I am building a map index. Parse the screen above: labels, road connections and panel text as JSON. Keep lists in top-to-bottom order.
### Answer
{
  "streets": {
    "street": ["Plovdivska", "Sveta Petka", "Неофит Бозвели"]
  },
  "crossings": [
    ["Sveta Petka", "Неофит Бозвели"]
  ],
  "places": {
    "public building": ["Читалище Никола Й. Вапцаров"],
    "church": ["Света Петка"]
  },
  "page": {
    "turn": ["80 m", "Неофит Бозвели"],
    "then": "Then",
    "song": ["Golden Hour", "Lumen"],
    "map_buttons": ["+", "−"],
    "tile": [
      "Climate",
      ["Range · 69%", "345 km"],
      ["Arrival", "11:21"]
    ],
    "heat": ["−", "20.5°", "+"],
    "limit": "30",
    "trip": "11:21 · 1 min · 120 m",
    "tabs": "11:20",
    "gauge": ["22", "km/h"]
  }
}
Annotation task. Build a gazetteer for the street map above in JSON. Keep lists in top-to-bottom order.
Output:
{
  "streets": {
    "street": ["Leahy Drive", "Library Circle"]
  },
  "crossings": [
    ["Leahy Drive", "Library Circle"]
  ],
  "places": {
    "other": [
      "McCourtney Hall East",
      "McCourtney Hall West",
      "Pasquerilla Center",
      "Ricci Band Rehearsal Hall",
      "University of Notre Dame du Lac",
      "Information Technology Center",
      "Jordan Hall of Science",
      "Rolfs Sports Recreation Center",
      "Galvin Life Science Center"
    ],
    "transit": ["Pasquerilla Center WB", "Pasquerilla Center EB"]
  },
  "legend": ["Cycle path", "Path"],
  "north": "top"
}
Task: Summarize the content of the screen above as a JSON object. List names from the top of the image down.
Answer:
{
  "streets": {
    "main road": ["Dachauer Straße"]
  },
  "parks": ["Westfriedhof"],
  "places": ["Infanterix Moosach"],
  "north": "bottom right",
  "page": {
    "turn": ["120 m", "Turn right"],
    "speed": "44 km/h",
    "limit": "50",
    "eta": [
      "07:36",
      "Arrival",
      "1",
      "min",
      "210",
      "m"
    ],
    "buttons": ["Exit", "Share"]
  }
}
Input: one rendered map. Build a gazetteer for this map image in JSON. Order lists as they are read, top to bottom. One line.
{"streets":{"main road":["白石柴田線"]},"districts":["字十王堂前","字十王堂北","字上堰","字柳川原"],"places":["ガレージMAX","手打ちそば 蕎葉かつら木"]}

- [Task to complete] Copy each line of the listing in which the word "screen" can be found.

- [Task output]
I am building a map index. Parse the screen above: labels, road connections and panel text as JSON. Keep lists in top-to-bottom order.
Task: Summarize the content of the screen above as a JSON object. List names from the top of the image down.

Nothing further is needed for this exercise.